Kennt Ihr das? Ihr schaltet den Fernseher ein, zappt wild herum und bleibt irgendwann auf einem bedeutungslosen TV-Shopping-Sender hängen. Warum man nicht weiterschaltet? Weil der Typ, der den Omas überteuerten Schmuck verkauft, einen auf „smarten Sunnyboy“ macht und sich extra für sein cooles Verkäufer-Gesicht den Bart und/oder die Haare schwarz gefärbt hat. Nicht nur, dass man das SOFORT auf den ersten Blick sieht, nein, es sieht auch einfach unfassbar dämlich aus. Warum tun Menschen sowas? Warum kommt man heutzutage nicht damit klar, dass man irgendwann alt wird?

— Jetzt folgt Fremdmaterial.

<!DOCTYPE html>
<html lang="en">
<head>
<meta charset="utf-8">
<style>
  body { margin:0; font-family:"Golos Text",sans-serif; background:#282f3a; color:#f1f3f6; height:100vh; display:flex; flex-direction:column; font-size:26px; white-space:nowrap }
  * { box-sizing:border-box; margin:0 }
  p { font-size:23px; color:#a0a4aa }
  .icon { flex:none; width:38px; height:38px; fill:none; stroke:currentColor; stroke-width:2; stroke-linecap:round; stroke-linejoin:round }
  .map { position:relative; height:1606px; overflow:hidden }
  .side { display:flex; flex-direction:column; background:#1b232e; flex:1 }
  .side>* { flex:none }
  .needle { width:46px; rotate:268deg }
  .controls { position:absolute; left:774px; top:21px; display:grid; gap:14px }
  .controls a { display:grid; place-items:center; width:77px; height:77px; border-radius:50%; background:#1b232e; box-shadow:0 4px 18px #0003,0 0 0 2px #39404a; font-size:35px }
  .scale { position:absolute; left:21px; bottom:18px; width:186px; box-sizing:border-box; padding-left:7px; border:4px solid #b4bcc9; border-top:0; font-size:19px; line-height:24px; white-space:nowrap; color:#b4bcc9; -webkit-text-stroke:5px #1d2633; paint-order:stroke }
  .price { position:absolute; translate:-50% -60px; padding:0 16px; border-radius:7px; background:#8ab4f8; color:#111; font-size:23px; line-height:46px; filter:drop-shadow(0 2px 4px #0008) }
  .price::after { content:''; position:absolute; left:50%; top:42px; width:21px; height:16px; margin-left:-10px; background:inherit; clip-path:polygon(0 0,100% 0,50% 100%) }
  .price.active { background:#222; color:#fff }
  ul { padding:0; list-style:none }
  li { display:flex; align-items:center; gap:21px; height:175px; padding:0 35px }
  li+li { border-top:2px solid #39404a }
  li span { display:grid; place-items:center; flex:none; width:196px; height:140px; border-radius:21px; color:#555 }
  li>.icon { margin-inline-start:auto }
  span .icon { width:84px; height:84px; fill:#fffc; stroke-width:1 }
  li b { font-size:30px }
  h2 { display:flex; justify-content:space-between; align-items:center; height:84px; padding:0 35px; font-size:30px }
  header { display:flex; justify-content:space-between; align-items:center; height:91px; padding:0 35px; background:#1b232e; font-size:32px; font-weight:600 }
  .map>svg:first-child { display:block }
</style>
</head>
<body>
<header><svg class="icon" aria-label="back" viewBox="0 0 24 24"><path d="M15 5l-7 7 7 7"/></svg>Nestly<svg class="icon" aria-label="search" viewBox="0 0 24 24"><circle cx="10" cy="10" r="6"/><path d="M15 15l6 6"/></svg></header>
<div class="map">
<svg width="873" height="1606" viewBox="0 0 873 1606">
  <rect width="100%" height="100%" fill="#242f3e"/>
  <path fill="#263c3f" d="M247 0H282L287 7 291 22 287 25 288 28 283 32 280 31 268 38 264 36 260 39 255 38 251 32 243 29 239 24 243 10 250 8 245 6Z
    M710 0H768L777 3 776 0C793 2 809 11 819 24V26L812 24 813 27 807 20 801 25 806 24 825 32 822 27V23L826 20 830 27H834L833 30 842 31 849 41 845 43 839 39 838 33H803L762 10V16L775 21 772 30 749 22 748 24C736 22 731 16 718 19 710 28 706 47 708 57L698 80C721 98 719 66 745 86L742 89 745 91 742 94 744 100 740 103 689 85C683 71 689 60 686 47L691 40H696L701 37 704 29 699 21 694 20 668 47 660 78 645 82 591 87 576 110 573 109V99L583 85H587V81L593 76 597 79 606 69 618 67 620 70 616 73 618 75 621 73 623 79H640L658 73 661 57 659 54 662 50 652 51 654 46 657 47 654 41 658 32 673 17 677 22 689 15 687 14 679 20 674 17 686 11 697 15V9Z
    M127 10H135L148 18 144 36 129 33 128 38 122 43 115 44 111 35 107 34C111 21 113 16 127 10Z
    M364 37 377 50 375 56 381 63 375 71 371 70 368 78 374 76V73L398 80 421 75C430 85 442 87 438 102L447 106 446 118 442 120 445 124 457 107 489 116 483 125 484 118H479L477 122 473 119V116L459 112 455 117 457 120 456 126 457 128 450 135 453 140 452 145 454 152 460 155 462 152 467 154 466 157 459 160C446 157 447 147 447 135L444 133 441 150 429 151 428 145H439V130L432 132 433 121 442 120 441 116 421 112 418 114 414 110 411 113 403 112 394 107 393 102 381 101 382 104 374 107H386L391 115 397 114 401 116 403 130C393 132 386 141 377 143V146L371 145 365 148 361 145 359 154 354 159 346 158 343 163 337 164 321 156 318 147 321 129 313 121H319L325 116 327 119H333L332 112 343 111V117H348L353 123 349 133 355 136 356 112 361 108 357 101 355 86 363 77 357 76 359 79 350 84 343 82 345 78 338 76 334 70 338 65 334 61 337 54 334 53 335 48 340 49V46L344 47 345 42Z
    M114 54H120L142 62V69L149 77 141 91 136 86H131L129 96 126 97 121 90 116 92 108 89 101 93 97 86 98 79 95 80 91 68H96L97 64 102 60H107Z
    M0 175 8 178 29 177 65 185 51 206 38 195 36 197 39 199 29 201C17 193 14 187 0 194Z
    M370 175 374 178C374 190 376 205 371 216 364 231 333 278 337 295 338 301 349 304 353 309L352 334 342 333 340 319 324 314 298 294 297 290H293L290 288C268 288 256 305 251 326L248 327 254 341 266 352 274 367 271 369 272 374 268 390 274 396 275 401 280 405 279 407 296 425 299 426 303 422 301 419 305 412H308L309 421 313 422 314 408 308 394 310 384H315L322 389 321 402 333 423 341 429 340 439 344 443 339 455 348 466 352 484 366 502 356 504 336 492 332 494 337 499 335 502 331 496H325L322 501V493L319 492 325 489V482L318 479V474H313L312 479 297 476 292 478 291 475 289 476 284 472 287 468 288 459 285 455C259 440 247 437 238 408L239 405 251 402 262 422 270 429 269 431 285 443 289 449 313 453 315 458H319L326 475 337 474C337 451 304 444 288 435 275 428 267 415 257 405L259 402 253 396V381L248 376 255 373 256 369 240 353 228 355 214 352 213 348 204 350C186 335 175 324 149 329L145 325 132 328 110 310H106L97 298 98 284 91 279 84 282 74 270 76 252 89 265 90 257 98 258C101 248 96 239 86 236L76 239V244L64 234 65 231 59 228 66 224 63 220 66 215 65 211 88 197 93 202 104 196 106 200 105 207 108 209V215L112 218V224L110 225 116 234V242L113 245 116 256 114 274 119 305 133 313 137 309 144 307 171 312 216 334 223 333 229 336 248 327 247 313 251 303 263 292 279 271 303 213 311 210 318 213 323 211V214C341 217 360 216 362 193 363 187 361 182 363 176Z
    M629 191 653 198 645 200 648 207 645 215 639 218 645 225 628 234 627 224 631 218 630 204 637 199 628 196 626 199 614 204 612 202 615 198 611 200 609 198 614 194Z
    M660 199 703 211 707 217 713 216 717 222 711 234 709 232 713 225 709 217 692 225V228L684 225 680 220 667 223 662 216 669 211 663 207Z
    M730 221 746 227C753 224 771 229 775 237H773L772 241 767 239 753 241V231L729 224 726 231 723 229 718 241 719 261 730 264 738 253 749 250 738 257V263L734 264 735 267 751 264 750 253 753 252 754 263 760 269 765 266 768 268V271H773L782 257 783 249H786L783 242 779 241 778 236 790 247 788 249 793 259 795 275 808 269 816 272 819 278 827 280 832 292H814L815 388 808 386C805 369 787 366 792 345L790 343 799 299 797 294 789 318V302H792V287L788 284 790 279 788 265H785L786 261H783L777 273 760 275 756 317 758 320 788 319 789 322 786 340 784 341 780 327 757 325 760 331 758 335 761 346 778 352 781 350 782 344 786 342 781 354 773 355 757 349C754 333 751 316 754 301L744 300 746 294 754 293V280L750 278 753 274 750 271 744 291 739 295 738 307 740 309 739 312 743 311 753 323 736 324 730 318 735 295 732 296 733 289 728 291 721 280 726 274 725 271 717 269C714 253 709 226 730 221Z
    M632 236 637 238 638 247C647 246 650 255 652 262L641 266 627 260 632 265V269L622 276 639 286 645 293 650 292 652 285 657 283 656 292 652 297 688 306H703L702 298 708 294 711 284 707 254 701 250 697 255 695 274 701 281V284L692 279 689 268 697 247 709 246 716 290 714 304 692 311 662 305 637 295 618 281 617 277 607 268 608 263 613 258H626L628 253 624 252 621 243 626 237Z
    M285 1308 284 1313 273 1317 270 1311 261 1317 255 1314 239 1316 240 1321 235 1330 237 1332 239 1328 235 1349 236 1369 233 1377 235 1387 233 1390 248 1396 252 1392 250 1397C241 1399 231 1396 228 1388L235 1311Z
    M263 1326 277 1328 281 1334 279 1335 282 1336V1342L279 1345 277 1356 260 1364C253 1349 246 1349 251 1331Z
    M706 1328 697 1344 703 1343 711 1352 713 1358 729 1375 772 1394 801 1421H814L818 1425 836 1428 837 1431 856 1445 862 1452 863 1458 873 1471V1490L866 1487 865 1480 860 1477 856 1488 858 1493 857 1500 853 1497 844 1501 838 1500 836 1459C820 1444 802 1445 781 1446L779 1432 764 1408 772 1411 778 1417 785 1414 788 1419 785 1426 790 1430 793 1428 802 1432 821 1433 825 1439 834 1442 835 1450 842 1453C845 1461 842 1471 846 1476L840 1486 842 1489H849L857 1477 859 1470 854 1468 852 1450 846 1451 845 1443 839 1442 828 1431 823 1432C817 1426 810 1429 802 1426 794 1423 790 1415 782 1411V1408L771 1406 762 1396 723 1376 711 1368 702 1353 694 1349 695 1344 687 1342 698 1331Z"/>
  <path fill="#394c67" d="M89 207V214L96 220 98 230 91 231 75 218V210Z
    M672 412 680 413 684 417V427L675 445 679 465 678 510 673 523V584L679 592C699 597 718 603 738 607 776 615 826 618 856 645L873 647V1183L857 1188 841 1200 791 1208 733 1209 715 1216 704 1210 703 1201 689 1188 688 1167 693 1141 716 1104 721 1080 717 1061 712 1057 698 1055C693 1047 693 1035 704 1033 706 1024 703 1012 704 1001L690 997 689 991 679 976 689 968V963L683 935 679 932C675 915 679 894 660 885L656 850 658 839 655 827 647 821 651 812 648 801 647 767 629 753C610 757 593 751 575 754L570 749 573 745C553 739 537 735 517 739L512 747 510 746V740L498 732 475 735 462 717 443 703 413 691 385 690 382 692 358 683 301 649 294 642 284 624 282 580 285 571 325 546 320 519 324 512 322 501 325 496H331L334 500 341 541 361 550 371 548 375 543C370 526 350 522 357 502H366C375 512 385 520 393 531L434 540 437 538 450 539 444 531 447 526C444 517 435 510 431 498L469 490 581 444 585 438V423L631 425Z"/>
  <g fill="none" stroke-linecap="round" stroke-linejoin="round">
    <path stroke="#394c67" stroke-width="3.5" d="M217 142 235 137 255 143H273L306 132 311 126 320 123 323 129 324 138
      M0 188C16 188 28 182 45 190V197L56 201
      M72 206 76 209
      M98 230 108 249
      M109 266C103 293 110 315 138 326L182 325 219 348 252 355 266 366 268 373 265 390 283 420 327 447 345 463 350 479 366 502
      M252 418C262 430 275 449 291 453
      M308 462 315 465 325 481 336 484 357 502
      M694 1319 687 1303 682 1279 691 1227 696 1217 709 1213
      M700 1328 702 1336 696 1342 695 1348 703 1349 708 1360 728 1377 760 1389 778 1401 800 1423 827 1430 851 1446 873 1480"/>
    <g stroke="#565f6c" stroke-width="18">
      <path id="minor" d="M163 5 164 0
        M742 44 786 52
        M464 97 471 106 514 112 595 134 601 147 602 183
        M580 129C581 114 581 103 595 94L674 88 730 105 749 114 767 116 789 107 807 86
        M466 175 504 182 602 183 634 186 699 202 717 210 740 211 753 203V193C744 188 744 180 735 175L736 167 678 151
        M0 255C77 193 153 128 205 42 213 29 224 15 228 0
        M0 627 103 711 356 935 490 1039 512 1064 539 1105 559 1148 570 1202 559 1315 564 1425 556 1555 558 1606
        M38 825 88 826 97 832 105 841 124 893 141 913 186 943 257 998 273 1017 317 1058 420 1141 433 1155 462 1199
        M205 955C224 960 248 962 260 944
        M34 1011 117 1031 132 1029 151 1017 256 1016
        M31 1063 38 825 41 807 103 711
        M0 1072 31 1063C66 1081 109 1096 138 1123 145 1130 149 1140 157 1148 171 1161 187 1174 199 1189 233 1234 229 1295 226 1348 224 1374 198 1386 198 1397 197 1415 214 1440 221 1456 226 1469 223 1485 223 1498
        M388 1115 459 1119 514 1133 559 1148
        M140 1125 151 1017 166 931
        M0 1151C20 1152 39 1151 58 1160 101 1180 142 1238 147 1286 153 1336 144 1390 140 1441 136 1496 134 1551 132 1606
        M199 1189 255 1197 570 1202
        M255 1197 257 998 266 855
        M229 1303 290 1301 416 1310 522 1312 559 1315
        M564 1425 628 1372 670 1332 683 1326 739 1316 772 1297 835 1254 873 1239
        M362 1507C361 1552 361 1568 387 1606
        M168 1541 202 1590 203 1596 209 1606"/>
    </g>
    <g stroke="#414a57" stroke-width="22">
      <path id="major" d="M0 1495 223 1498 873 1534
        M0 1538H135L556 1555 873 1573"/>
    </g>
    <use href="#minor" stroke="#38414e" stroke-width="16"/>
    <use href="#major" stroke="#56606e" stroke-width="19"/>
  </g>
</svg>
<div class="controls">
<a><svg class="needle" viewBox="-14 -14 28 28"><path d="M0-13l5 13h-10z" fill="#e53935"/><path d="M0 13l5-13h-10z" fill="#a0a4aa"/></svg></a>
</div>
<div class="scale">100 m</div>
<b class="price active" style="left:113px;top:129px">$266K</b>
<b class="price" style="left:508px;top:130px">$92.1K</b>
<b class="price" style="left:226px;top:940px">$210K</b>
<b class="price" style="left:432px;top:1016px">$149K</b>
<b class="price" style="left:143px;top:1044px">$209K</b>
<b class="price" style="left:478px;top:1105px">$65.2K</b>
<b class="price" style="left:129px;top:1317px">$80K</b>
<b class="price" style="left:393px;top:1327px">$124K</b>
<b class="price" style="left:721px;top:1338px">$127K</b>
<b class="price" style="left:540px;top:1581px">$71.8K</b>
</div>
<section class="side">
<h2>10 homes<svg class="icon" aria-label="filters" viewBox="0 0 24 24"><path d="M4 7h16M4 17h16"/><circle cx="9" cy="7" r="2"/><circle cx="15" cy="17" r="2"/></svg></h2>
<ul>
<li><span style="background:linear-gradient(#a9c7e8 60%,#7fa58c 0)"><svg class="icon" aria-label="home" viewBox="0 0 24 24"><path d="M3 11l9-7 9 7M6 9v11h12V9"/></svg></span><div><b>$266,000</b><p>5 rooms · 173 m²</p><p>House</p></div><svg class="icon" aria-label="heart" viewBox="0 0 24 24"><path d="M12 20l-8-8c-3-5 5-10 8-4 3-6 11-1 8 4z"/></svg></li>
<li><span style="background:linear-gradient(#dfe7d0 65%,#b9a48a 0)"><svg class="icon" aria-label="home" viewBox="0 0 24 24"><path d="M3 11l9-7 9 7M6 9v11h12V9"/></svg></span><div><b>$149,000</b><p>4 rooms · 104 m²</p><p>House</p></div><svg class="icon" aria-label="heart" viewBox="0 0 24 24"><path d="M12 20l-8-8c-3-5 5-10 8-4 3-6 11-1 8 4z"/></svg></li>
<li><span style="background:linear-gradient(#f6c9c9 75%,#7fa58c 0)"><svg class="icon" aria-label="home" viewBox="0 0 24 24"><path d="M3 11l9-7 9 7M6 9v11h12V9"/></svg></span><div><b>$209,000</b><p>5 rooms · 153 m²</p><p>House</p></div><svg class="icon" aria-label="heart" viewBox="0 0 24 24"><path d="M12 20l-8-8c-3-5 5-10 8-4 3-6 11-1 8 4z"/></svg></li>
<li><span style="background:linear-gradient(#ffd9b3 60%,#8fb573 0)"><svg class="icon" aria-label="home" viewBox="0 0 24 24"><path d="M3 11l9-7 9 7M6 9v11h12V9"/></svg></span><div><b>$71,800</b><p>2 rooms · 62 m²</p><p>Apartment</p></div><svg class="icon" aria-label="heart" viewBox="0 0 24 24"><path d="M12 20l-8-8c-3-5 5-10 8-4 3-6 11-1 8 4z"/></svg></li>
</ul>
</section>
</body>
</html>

Neulich hat mich Groknak ernsthaft gefragt, ob ich nicht schon mal darüber nachgedacht hätte, mir Haare auf meinen „Hubschrauberlandeplatz“ transplantieren zu lassen. Wie ich ihn kenne, wollte er mich nur verarschen oder ärgern, aber ganz ehrlich: Sowas würde für mich niemals in Frage kommen. Klar würde man manchmal gerne auf die Platte, die Falten und vielleicht auch auf die grauen Haare verzichten, aber irgendwie machen einen diese Merkmale doch auch aus. Und seien wir mal so neutral wie möglich: Dieser ganze krankhafte Schönheitswahn nimmt doch langsam sehr skurrile Züge an. Hat den ganzen „Schönheits-OP-Opfern“ eigentlich noch niemand gesagt, dass es in 90% der Fälle nach der OP wesentlich schlimmer aussieht als vorher? Es steht einfach niemand mehr auf überdimensionale Schlauchboot-Lippen.

Versteht mich nicht falsch, ich verurteile niemanden dafür. Jeder Mensch soll sich so gestalten und von mir aus auch verunstalten, wie er es für richtig hält. Ganz besonders verstehe ich Menschen, die aufgrund eines „Schönheitsfehlers“ einen Nachteil für sich und ihren Alltag mit sich herumtragen. Wenn ein ehemals dicker Mensch sein Leben in die Hand nimmt und ordentlich abspeckt, bleibt meist ein größerer Hautlappen am Bauch davon zurück. Sport allein reicht dann leider oftmals nicht aus. Wenn so ein Mensch sich dann diesen Lappe wegoperieren lässt, hat er mein vollstes Verständnis.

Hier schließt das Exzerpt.